This morning I was reading about gracefully degrading Web 2.0 applications in response to server overload issues. This is an important point to maintain your customer’s user experience, but it also ties in to the ability of the dedicated or cloud computing virtual servers to adapt to unforseen conditions.
There are any number of unpredictable things that can negatively impact the experience of customers using your web site, web app, or other Internet based service. Servers can fail, network links can fail, demand can spike drastically due to totally unpredictable influences, and, if you’re not careful, small failures can cascade into large ones. The important thing is to make the service resilient enough to either continue to operate through the failure or demand spike or to be flexible enough to be rearranged to adapt to the situation.
In general, I believe that having things operating in a degraded state is a far better response than having things unavailable at all. Customers hate uncertainty and an unavailable service is the height of uncertainty. Is the service down? Is it coming back? Is it a problem on the customer end?

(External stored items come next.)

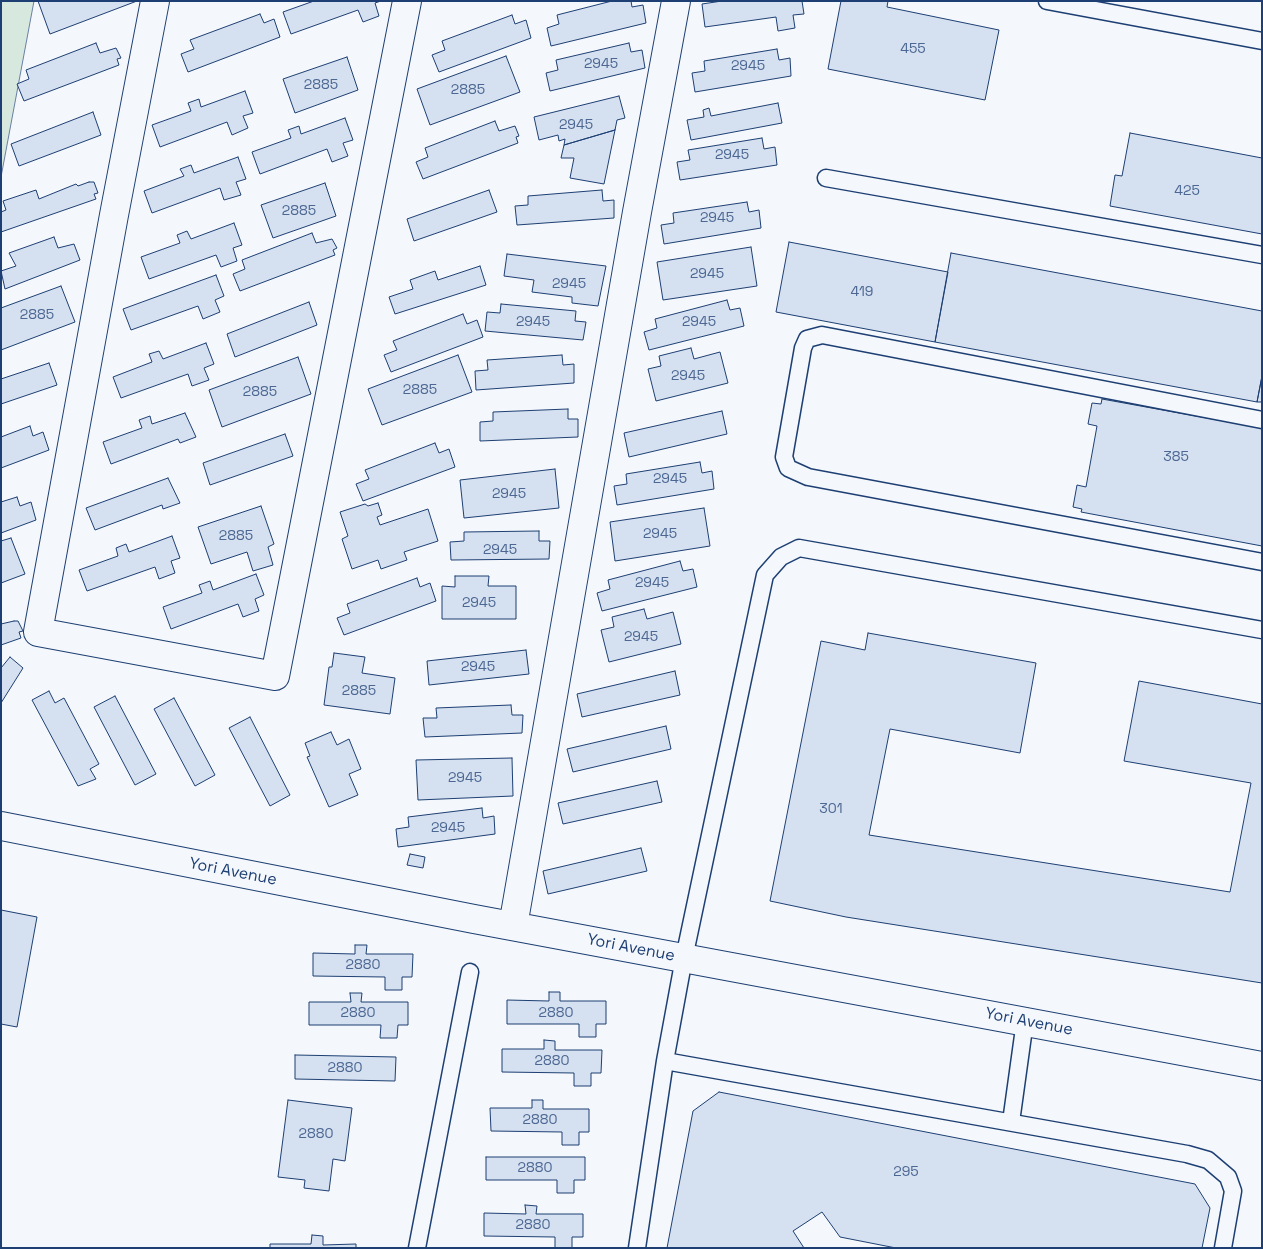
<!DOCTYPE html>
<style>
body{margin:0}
#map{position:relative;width:1263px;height:1249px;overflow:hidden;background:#f4f7fb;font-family:"Space Grotesk",sans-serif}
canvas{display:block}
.frame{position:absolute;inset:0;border:2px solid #1d3f73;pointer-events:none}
</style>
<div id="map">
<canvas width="1263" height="1249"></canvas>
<div class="frame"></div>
</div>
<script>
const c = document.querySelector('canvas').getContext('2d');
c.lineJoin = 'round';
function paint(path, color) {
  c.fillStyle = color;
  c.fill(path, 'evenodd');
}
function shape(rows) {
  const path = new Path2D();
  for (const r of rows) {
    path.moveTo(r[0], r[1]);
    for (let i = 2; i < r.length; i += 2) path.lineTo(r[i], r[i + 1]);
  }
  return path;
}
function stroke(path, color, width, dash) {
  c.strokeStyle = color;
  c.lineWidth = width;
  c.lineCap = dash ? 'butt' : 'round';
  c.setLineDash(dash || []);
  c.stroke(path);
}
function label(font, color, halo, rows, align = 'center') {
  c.font = font + ' "Space Grotesk",sans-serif';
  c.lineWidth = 4;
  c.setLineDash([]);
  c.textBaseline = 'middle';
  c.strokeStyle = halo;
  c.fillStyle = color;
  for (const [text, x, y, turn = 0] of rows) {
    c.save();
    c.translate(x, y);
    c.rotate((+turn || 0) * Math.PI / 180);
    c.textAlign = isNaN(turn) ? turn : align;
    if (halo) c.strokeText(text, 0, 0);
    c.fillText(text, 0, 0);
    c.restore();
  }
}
const green = shape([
 [1,1,34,1,1,177,1,1]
]);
const building = shape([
 [38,1,137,1,50,34,38,1],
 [314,1,381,1,375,3,379,16,363,22,358,10,291,34,283,12,314,1],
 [612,1,631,1,632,7,643,5,646,23,551,46,547,28,559,24,557,15,612,1],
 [722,1,802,1,804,14,793,15,795,28,778,31,776,17,705,27,702,4,722,1],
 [841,1,888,1,887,7,999,30,985,100,828,69,841,1],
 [260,14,264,23,274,19,280,37,188,72,181,54,194,49,190,40,260,14],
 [512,15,515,24,526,20,531,38,439,72,432,55,445,50,442,41,512,15],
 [96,43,100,53,116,48,121,58,117,59,119,65,24,101,17,84,29,79,26,70,96,43],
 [629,43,631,52,642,50,645,68,550,91,546,73,558,70,556,60,629,43],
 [777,49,779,60,790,58,791,76,695,92,692,73,705,71,704,61,777,49],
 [506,56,520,92,430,125,417,89,506,56],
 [347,57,358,90,295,113,283,79,347,57],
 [245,91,253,113,243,116,248,128,232,135,227,122,160,147,152,125,191,111,188,103,199,99,201,107,245,91],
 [619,96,625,118,617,120,615,130,564,145,565,139,559,141,558,135,539,140,534,117,619,96],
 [778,103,782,123,691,140,687,120,704,117,703,110,709,108,711,116,778,103],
 [93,112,101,135,19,166,11,144,93,112],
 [345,118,353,140,343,143,348,156,332,162,327,149,260,174,252,152,291,138,288,130,299,126,301,134,345,118],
 [495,121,499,131,515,126,519,136,516,137,518,143,423,179,416,162,428,157,425,148,495,121],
 [615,130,604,184,570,178,574,158,561,158,564,145,615,130],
 [1130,133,1262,158,1262,234,1110,206,1115,175,1122,176,1130,133],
 [762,138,764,149,775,147,777,165,680,180,677,162,690,160,688,150,762,138],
 [238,157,246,179,236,182,241,195,224,200,220,188,152,213,144,191,184,176,180,169,191,165,194,173,238,157],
 [89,182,94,182,98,193,94,194,96,199,1,232,1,212,6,210,3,201,36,190,39,199,76,184,78,186,89,182],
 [325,183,336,216,273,238,261,205,325,183],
 [489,190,497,212,414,241,407,219,489,190],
 [602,190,603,201,614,200,614,218,517,225,515,206,528,205,528,196,602,190],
 [747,202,749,212,759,210,761,228,664,244,661,225,674,223,673,213,747,202],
 [234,223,242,245,233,248,237,261,221,267,216,255,149,279,141,257,180,243,177,235,187,231,191,239,234,223],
 [312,233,316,243,332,239,337,248,333,250,335,255,240,291,233,274,245,269,242,260,312,233],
 [54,237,58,248,74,244,80,260,5,289,1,271,16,266,9,253,54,237],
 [789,242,948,272,935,342,776,312,789,242],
 [751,247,757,286,663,300,657,262,751,247],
 [951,253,1262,311,1262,376,1257,402,935,342,951,253],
 [507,254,606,266,598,306,572,303,572,297,532,292,534,280,504,276,507,254],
 [480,266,486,285,395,314,389,297,413,289,410,280,435,271,438,280,480,266],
 [216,275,224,296,215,300,220,312,203,319,198,306,131,330,123,309,216,275],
 [61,286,75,322,1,350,1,308,61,286],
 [727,300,730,310,740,308,744,326,649,350,644,332,657,328,655,319,727,300],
 [309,302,317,325,235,357,227,334,309,302],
 [501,304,576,311,575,321,586,322,583,340,485,331,487,312,500,313,501,304],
 [463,314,467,324,477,320,483,337,391,372,384,355,397,350,393,341,463,314],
 [206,343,214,364,204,368,209,380,192,386,188,374,121,398,113,377,152,362,149,354,159,351,163,359,206,343],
 [691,348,694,359,720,352,728,383,656,401,648,369,661,366,659,356,691,348],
 [458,355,472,392,382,425,368,389,458,355],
 [562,355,563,365,574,364,574,383,476,390,475,371,488,370,487,360,562,355],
 [298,357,311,394,222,427,209,390,298,357],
 [49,363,57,385,1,404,1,379,49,363],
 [1262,376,1262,402,1257,402,1262,376],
 [1102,399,1262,428,1262,546,1081,512,1082,509,1073,507,1077,485,1086,487,1097,426,1088,424,1092,403,1101,404,1102,399],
 [568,409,568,419,578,419,578,437,480,441,480,422,493,421,493,412,568,409],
 [722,411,727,434,629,457,624,433,722,411],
 [185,413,196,437,180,443,178,439,111,464,103,442,142,428,139,420,150,416,152,424,185,413],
 [30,426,33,436,43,432,49,450,1,468,1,437,30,426],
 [285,434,293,456,210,485,203,463,285,434],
 [435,443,439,453,449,449,455,467,363,501,356,484,369,479,365,470,435,443],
 [700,462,702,473,712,471,714,489,617,505,614,486,627,484,626,474,700,462],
 [555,469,559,508,464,518,460,480,555,469],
 [168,478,180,503,163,509,162,505,95,530,86,508,168,478],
 [17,497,20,506,31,502,36,520,1,533,1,502,17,497],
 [378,503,382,515,377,517,380,525,428,509,438,541,404,552,407,560,381,569,378,560,352,569,342,539,348,536,340,512,365,504,368,506,378,503],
 [261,506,274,544,268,547,273,565,253,571,247,552,211,564,198,527,261,506],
 [704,508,710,546,615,561,610,522,704,508],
 [539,531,539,541,550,541,549,559,451,560,450,542,464,541,464,532,539,531],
 [172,536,180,558,171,561,175,573,159,579,155,567,87,591,79,570,118,556,116,548,126,544,129,552,172,536],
 [11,538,25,574,1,583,1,541,11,538],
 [680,561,683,571,693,569,697,587,602,611,597,593,610,589,608,580,680,561],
 [256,574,264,595,255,599,259,611,243,617,238,604,171,629,163,607,202,593,199,585,210,581,213,590,256,574],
 [455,576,489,576,488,586,516,586,516,619,442,619,442,586,455,587,455,576],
 [417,578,420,587,430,583,436,601,344,635,337,618,350,613,347,604,417,578],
 [644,609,647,619,673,612,681,644,609,662,601,630,614,627,612,617,644,609],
 [14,621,18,621,23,631,19,632,21,638,1,645,1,624,14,621],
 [868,633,1036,663,1020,753,890,729,869,835,1230,892,1251,783,1124,761,1139,681,1262,704,1262,983,846,917,770,901,821,641,865,650,868,633],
 [526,650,529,674,429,685,427,661,526,650],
 [334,653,365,657,362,673,395,678,390,714,324,705,329,667,332,667,334,653],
 [10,657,23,668,1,703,1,668,10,657],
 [675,671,680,695,582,717,577,694,675,671],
 [49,691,55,703,64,698,99,764,90,769,96,779,78,786,32,700,49,691],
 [115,696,156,774,135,785,94,707,115,696],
 [174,698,215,775,195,786,154,709,174,698],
 [511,705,512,715,523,715,522,733,425,737,423,718,437,718,436,708,511,705],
 [250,717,290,795,270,806,229,728,250,717],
 [666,726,671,749,573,772,567,749,666,726],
 [331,732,337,745,349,739,361,769,349,774,358,795,329,807,307,757,310,756,305,743,331,732],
 [512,758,513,796,418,800,416,760,512,758],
 [657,781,662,802,563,824,558,803,657,781],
 [482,808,483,818,494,816,495,834,398,847,396,829,409,827,408,817,482,808],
 [641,848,647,871,548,894,543,871,641,848],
 [410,854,425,857,423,868,407,865,410,854],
 [1,910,37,917,17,1027,1,1024,1,910],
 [355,945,367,945,366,954,413,954,412,977,402,977,402,990,385,990,385,977,313,976,313,953,355,954,355,945],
 [549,992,560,992,560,1001,606,1001,606,1024,596,1024,596,1037,579,1037,579,1024,507,1024,507,1000,549,1001,549,992],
 [350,993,362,993,361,1002,408,1002,408,1025,398,1025,397,1038,380,1038,381,1025,309,1025,309,1002,351,1002,350,993],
 [544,1040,555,1041,555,1050,602,1050,601,1073,591,1073,591,1086,574,1086,574,1073,502,1072,502,1049,544,1049,544,1040],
 [295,1055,396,1057,395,1081,295,1079,295,1055],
 [719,1092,1195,1184,1210,1208,1202,1248,896,1248,840,1237,822,1212,793,1231,804,1248,667,1248,693,1111,719,1092],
 [288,1100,352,1108,345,1161,333,1159,329,1191,304,1188,305,1180,278,1177,288,1100],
 [532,1100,543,1100,543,1109,589,1109,589,1132,579,1132,579,1145,562,1145,562,1132,491,1131,490,1108,532,1108,532,1100],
 [486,1157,585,1157,585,1180,574,1180,574,1193,557,1193,557,1180,486,1180,486,1157],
 [525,1205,537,1206,536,1214,583,1214,583,1237,572,1237,572,1248,555,1248,555,1237,484,1236,484,1213,526,1214,525,1205],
 [312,1235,323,1236,323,1245,356,1244,356,1248,270,1248,270,1244,311,1244,312,1235]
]);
const lane = shape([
 [1047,1,1262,41],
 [826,178,1262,255],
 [1262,420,822,335,807,339,803,348,784,457,788,468,808,477,1262,562],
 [665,1061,1187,1154,1208,1160,1228,1177,1233,1191,1223,1248],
 [1011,1122,1025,1021],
 [417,1248,470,972],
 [637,1248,665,1061,684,958,765,575,781,557,799,548,1262,630]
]);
const street = shape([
 [155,1,114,215,38,632,275,676,407,1],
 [1,826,474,919,1262,1066],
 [513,926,637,212,676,1]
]);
const numberNames = [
 ["455",913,49],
 ["2945",601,64],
 ["2945",748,66],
 ["2885",321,85],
 ["2885",468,90],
 ["2945",576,125],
 ["2945",732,155],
 ["425",1187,191],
 ["2885",299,211],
 ["2945",717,218],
 ["2945",707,274],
 ["2945",569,284],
 ["419",862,292],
 ["2885",37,315],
 ["2945",533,322],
 ["2945",699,322],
 ["2945",688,376],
 ["2885",420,390],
 ["2885",260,392],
 ["385",1176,457],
 ["2945",670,479],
 ["2945",509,494],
 ["2945",660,534],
 ["2885",236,536],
 ["2945",500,550],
 ["2945",652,583],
 ["2945",479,603],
 ["2945",641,637],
 ["2945",478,667],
 ["2885",359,691],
 ["2945",465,778],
 ["301",831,809],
 ["2945",448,828],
 ["2880",363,965],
 ["2880",358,1013],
 ["2880",556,1013],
 ["2880",552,1061],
 ["2880",345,1068],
 ["2880",540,1120],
 ["2880",316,1134],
 ["2880",535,1168],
 ["295",906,1172],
 ["2880",533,1225]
];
const streetNames = [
 ["Yori Avenue",233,872,11],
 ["Yori Avenue",631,948,11],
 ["Yori Avenue",1029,1022,11]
];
paint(green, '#d7e8df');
stroke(green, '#687fa3', 1);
paint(building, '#d5e0f0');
stroke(building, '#1d3f73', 1);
stroke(lane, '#1d3f73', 19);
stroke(street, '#1d3f73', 30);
stroke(lane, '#f4f7fb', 16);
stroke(street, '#f4f7fb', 28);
label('14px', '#4b6792', null, numberNames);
label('16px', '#1d3f73', '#f4f7fb', streetNames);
</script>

One method of dealing with this is the way Google handles the routers that feed their Gmail service. When a router becomes slower than a set benchmark, it sheds its load to the other routers and marks the path “do not use”. This is a dangerous response, since shedding the load to other facilities can result in a runaway failure cascade, taking down path after path at increasing speed, until every path is offline from being overloaded as happened to Google in recent failures of its Gmail service. Now you not only have a broken service, you have a nightmare to restore the service without triggering the same cascade all over again.
The first response to overload should be to shed non-critical loads. It’s better to have individual features unavailable (with an appropriate message to the customer so they know what’s going on) while protecting the operation of the core services. This can even be done automatically on the server, based on error logs and load measurements.
The second response is where the flexibility of cloud computing shines. Starting new virtual servers on a cloud is easy, fast, and overloads can be diverted to them in minutes. The capability of cloud computing to absorb and quickly recover from failures also dramatically reduces the potential impact to site, especially if that site is built to take advantage of the flexibility of cloud computing with our high reliability web site package.
Remember, keeping some of the lights on is better than leaving your customers in the dark!